The decision about when to retire has become complex. The timing can have a significant impact on an individual’s income and security. It can affect the amount saved for retirement, the level of Social Security benefits received during retirement, and the investment returns expected to be earned on retirement savings after retiring.
When to Retire
Determine where retirement income may come from. Clients who may have saved “enough” but have lost any company retirement plan may need to continue working. Or two wage earners who retire at the same time may not be able to replace any lost funds due to the market downturn. So helping clients understand the risks associated with the timing of retirement can make a difference in the overall experience of retirement.
Social Security Insurance was established in 1935 as a financial safety net for older Americans. Eight decades later, most Americans pay into the system, with Social Security as the largest source of income for individuals age 65 and older.

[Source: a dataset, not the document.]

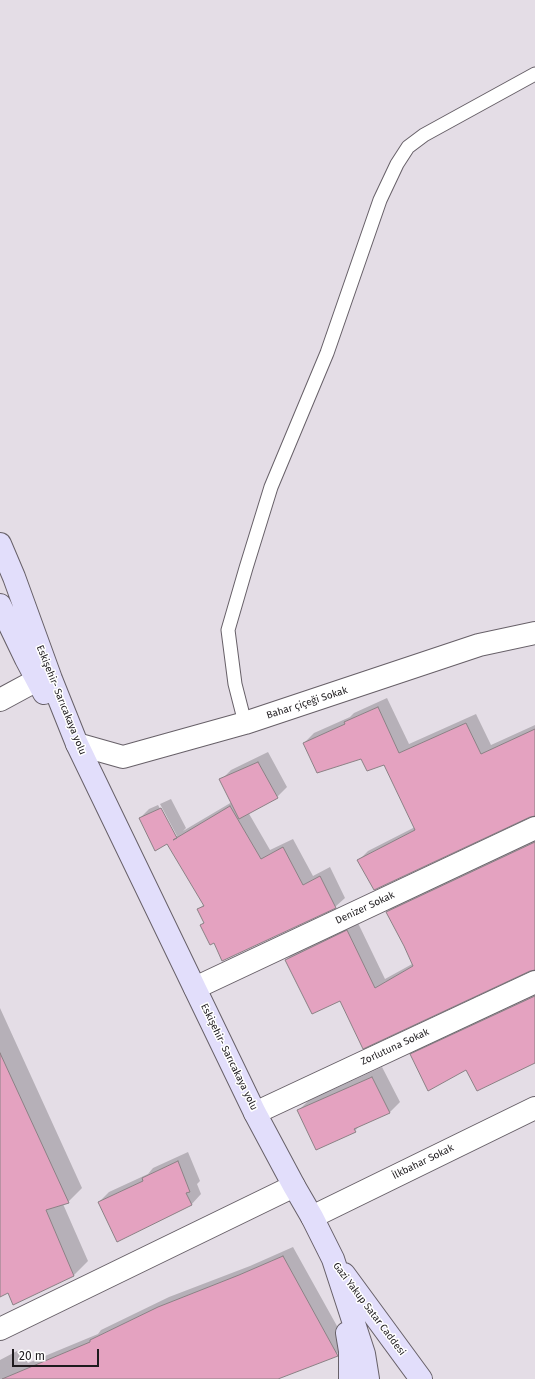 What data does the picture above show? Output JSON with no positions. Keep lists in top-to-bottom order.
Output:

The program is based on contributions that workers make into the system. While your client is employed, they pay into Social Security; when it’s their turn to retire they receive benefits.
Your client can start their Social Security retirement benefits as early as age 62 or as late as age 70 (if they were born in 1960 or later, their full retirement age is 67). Their monthly benefit amount will be different depending on the age they start receiving it.
The amount of money your client receives from Social Security is based on a number of factors, including how much income they earned throughout their working years, the year they were born, and the age at which they file for benefits. If they claim Social Security early, their benefits will be reduced by a fraction of a percent for each month before their full retirement age.
The following best practices are recommended by the U.S. Social Security Administration website.
How Benefits Are Calculated
Benefits are based on your lifetime earnings. Your actual earnings are adjusted or “indexed” to account for changes in average wages since the year the earnings were received. Then Social Security calculates your average indexed monthly earnings during the 35 years in which you earned the most.
Social Security recipients below their full retirement age (66 for those born between 1943 and 1954) can earn up to $14,640 in 2012 (not including tax withholdings).
Paying Income Tax on Benefits
Some states tax Social Security benefits, while others don’t. Check the laws in the state where you reside.
No matter where you live, you will have to pay federal taxes on your Social Security benefits if you file a federal tax return as an individual and your total income is more than $25,000. If you file a joint return, you will have to pay taxes if you and your spouse have a total income of more than $32,000.
If You Wait to Claim, Benefits Increase
Monthly Social Security payments will be bigger if you wait until your full retirement age to sign up for benefits instead of claiming at age 62. Even if you delay your claiming decision by a year, you will get a boost in your benefit.
Claiming Benefits After Your Full Retirement Age (Older than 65)
If you wait as long as possible to collect, your payments could increase by 8 percent annually after your full retirement age. Additionally, you get two-thirds of 1 percent more for each month you delay.
Maximum Social Security Retirement Benefit
The maximum possible Social Security check grew to $2,513 per month in 2012. That is up from $2,366 in 2011. In order to get this amount, a worker would need to earn the maximum taxable amount ($110,100 in 2012) every year after age 21.
Receiving Social Security and Unemployment at the Same Time
Unemployment insurance benefits are not counted under the Social Security annual earnings test and therefore do not affect your receipt of Social Security benefits.
However, the unemployment benefit amount of an individual may be reduced by the receipt of a pension or other retirement income, including Social Security benefits.
Receiving Social Security Benefits When Living Overseas.
As long as you are a U.S. citizen, you may receive your Social Security benefits outside the United States. So you can retire abroad.
Receiving Credit for Military Service
Earnings for active duty military service or active duty training have been covered under Social Security since 1957. Under certain circumstances, special earnings can be credited to your military pay record for Social Security purposes.
The extra earnings are for periods of active duty or active duty for training. These extra earnings may help you qualify for Social Security or increase the amount of your Social Security benefit.
Couples Have Extra Options
Spouses are entitled to Social Security benefits of up to 50 percent of the higher earner’s check if that amount is higher than the payments based on his or her own working record.
Additionally, dual-earner couples who have reached their full retirement age can even claim twice by first signing up for a spousal payment, then claiming again later based on their own work record (which will then be higher due to delayed claiming).
Lacking a Plan
Only half (51 percent) of pre-retirees have actually completed a detailed retirement income plan according to some studies.
Some reports indicate 31 percent of those born between 1925 and 1945 still do not have a plan for retirement. Among those born between 1946 and 1955, 42 percent lack a retirement income plan. The number is even higher at 53 percent for those born between 1956 and 1964.
Pre-retirees are willing to make other sacrifices to have the type of retirement they want, including delaying retirement, saving more, and continuing to work while in-retirement.
Uncertainty creates unique opportunities for you to inform and educate you clients and prospects about tax-advantaged solutions for their retirement planning. Lifetime monthly income may be more desired by baby boomers than wealth accumulation. Just ask your best prospects how they feel about their future monthly income.